The University has been given its thirty days. A State Building Inspector, who last week made a tour of Shepherd Hall, has required that within a month some action be taken toward the improvement of this building.
There is a long and not too honorable history behind Shepherd Hall. Purchased in 1918 from a boarding house proprietress, it has become the home of the Naval Science Department, and the enforced repository for twenty-five dropped Freshmen. A veritable fire-trap, a prey to the first strong wind that blows, the wooden edifice of Shepherd is in shameful contrast to a group of buildings which includes Dunster, Lowell, and Eliot Houses. The University has recognized these facts for years, yet has pursued only a patch-work policy, just effective enough to hush condemnation proceedings.
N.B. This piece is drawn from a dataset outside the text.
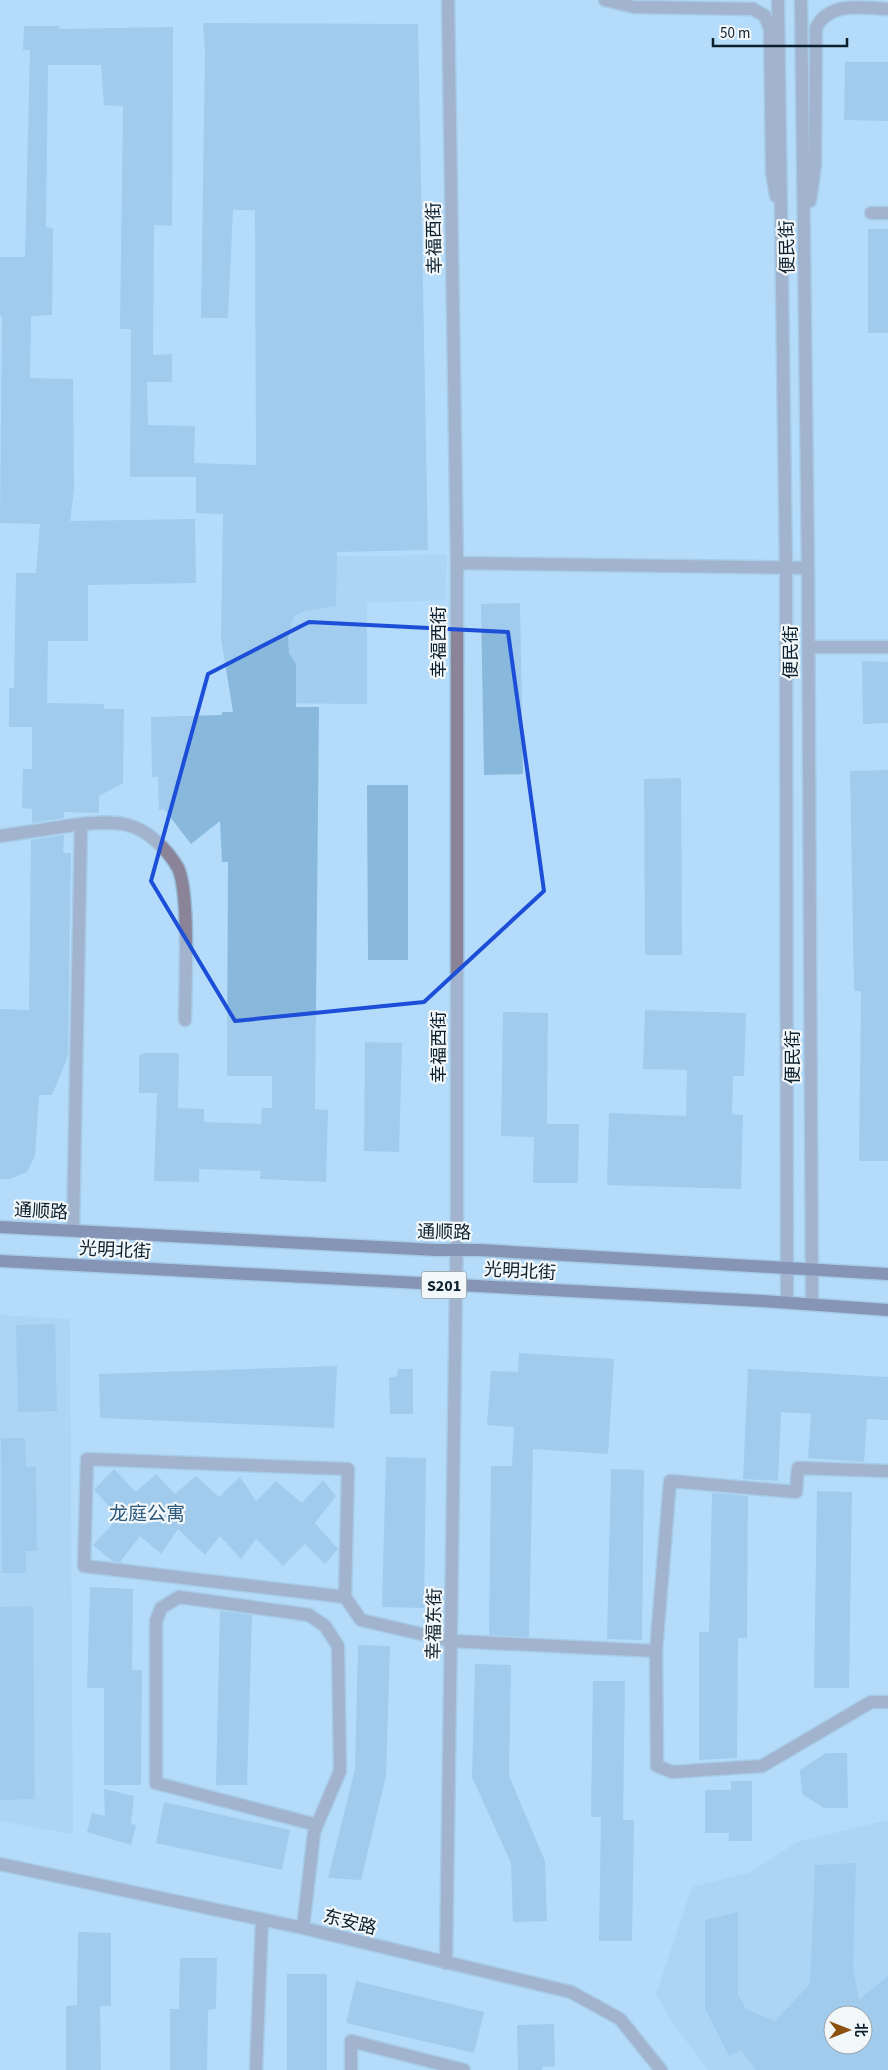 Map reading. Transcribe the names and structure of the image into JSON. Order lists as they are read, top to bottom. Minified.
{"streets":{"main road":["通顺路","光明北街","S201"],"street":["幸福西街","便民街","幸福东街","东安路"]},"crossings":[["幸福西街","通顺路"],["幸福西街","光明北街"],["幸福西街","幸福东街"],["便民街","通顺路"],["便民街","光明北街"],["光明北街","幸福东街"],["幸福东街","东安路"]],"districts":["龙庭公寓"],"scale_bar":"50 m","north":"right"}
The policy of housing dropped Freshmen there is perhaps the worst feature of the hall. These students, who are most in need of an environment conducive to study, are relegated to a building which is poorly ventilated, an eyesore externally and internally, and has the plumbing and lighting fixtures of a bygone age. Even with this, the room rents are exorbitant. Finally, its frame construction, its single fire-extinguisher, and its narrow stairways, make it a dangerous fire-trap. If the University has any regard for safety and congeniality in its housing accommodations, then the abandonment of Shepherd Hall is a foregone conclusion.